### Recorded data
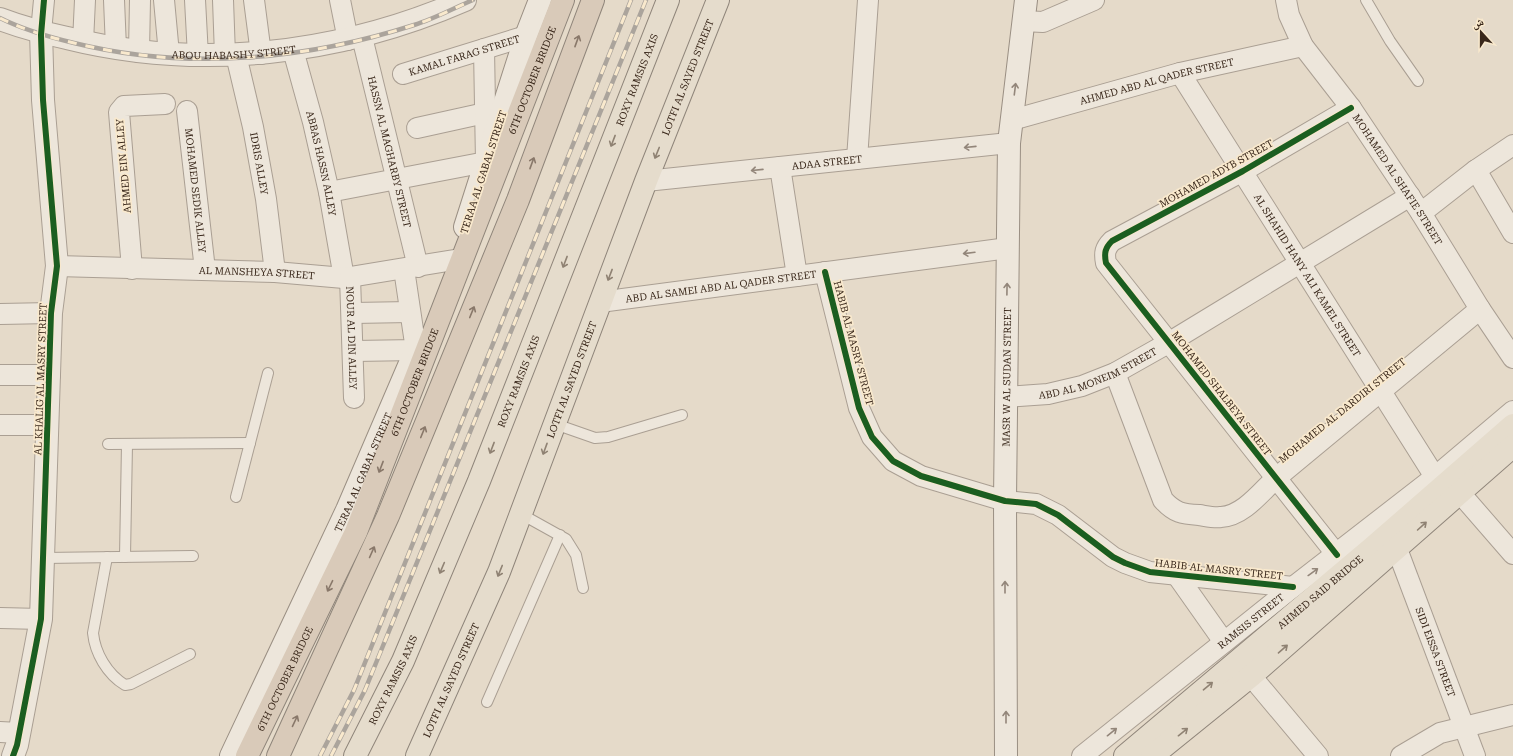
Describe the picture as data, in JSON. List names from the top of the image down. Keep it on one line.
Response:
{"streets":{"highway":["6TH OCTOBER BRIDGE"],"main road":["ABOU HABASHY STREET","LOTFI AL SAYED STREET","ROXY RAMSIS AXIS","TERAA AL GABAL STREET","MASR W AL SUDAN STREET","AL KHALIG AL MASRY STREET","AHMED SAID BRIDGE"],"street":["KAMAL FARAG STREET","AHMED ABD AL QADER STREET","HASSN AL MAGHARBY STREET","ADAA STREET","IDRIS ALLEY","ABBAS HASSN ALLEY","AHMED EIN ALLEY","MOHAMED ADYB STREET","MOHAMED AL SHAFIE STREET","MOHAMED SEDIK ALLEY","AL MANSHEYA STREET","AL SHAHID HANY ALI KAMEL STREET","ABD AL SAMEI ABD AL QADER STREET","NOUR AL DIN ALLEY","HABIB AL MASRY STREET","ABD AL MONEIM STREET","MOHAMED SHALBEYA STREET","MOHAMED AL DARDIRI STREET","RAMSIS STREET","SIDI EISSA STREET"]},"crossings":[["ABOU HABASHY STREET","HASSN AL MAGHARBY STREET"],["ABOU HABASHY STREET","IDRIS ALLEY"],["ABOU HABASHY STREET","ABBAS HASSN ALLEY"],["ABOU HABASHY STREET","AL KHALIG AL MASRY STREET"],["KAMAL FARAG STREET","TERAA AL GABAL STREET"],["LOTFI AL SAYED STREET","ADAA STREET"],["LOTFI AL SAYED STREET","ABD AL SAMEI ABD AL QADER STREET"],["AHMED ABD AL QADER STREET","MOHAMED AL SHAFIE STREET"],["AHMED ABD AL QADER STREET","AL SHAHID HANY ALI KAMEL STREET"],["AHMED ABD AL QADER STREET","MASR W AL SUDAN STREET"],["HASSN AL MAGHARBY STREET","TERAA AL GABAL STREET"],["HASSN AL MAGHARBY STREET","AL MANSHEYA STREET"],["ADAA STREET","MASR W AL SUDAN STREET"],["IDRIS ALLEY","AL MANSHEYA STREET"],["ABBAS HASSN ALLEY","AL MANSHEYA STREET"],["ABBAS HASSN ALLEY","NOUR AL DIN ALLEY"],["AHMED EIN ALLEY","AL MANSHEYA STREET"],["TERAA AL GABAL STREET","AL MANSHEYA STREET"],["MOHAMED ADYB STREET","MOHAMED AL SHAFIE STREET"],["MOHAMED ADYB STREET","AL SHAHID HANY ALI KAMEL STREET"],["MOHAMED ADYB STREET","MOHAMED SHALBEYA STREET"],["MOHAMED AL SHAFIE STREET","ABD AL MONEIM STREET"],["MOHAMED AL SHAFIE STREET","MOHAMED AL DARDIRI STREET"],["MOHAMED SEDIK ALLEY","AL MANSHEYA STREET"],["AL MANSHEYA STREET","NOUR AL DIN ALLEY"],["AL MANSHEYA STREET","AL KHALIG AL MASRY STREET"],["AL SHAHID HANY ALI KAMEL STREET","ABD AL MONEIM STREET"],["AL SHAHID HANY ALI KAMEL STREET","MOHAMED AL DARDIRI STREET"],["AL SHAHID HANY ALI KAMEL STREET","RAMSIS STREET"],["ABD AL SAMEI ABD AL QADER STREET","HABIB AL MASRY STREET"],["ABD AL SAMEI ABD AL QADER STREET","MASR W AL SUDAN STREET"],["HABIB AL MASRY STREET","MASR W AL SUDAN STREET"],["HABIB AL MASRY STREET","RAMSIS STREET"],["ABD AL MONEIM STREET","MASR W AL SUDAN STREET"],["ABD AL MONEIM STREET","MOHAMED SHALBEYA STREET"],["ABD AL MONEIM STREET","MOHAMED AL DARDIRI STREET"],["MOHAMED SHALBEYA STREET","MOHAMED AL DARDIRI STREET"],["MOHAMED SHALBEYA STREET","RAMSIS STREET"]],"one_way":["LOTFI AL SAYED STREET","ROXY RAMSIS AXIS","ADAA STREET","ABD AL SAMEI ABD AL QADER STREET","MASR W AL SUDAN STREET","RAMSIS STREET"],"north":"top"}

### What to work on
Transcribe all of the lines above exactly as given. The pictures stay out.

### Response to the task
Describe the picture as data, in JSON. List names from the top of the image down. Keep it on one line.
Response:
{"streets":{"highway":["6TH OCTOBER BRIDGE"],"main road":["ABOU HABASHY STREET","LOTFI AL SAYED STREET","ROXY RAMSIS AXIS","TERAA AL GABAL STREET","MASR W AL SUDAN STREET","AL KHALIG AL MASRY STREET","AHMED SAID BRIDGE"],"street":["KAMAL FARAG STREET","AHMED ABD AL QADER STREET","HASSN AL MAGHARBY STREET","ADAA STREET","IDRIS ALLEY","ABBAS HASSN ALLEY","AHMED EIN ALLEY","MOHAMED ADYB STREET","MOHAMED AL SHAFIE STREET","MOHAMED SEDIK ALLEY","AL MANSHEYA STREET","AL SHAHID HANY ALI KAMEL STREET","ABD AL SAMEI ABD AL QADER STREET","NOUR AL DIN ALLEY","HABIB AL MASRY STREET","ABD AL MONEIM STREET","MOHAMED SHALBEYA STREET","MOHAMED AL DARDIRI STREET","RAMSIS STREET","SIDI EISSA STREET"]},"crossings":[["ABOU HABASHY STREET","HASSN AL MAGHARBY STREET"],["ABOU HABASHY STREET","IDRIS ALLEY"],["ABOU HABASHY STREET","ABBAS HASSN ALLEY"],["ABOU HABASHY STREET","AL KHALIG AL MASRY STREET"],["KAMAL FARAG STREET","TERAA AL GABAL STREET"],["LOTFI AL SAYED STREET","ADAA STREET"],["LOTFI AL SAYED STREET","ABD AL SAMEI ABD AL QADER STREET"],["AHMED ABD AL QADER STREET","MOHAMED AL SHAFIE STREET"],["AHMED ABD AL QADER STREET","AL SHAHID HANY ALI KAMEL STREET"],["AHMED ABD AL QADER STREET","MASR W AL SUDAN STREET"],["HASSN AL MAGHARBY STREET","TERAA AL GABAL STREET"],["HASSN AL MAGHARBY STREET","AL MANSHEYA STREET"],["ADAA STREET","MASR W AL SUDAN STREET"],["IDRIS ALLEY","AL MANSHEYA STREET"],["ABBAS HASSN ALLEY","AL MANSHEYA STREET"],["ABBAS HASSN ALLEY","NOUR AL DIN ALLEY"],["AHMED EIN ALLEY","AL MANSHEYA STREET"],["TERAA AL GABAL STREET","AL MANSHEYA STREET"],["MOHAMED ADYB STREET","MOHAMED AL SHAFIE STREET"],["MOHAMED ADYB STREET","AL SHAHID HANY ALI KAMEL STREET"],["MOHAMED ADYB STREET","MOHAMED SHALBEYA STREET"],["MOHAMED AL SHAFIE STREET","ABD AL MONEIM STREET"],["MOHAMED AL SHAFIE STREET","MOHAMED AL DARDIRI STREET"],["MOHAMED SEDIK ALLEY","AL MANSHEYA STREET"],["AL MANSHEYA STREET","NOUR AL DIN ALLEY"],["AL MANSHEYA STREET","AL KHALIG AL MASRY STREET"],["AL SHAHID HANY ALI KAMEL STREET","ABD AL MONEIM STREET"],["AL SHAHID HANY ALI KAMEL STREET","MOHAMED AL DARDIRI STREET"],["AL SHAHID HANY ALI KAMEL STREET","RAMSIS STREET"],["ABD AL SAMEI ABD AL QADER STREET","HABIB AL MASRY STREET"],["ABD AL SAMEI ABD AL QADER STREET","MASR W AL SUDAN STREET"],["HABIB AL MASRY STREET","MASR W AL SUDAN STREET"],["HABIB AL MASRY STREET","RAMSIS STREET"],["ABD AL MONEIM STREET","MASR W AL SUDAN STREET"],["ABD AL MONEIM STREET","MOHAMED SHALBEYA STREET"],["ABD AL MONEIM STREET","MOHAMED AL DARDIRI STREET"],["MOHAMED SHALBEYA STREET","MOHAMED AL DARDIRI STREET"],["MOHAMED SHALBEYA STREET","RAMSIS STREET"]],"one_way":["LOTFI AL SAYED STREET","ROXY RAMSIS AXIS","ADAA STREET","ABD AL SAMEI ABD AL QADER STREET","MASR W AL SUDAN STREET","RAMSIS STREET"],"north":"top"}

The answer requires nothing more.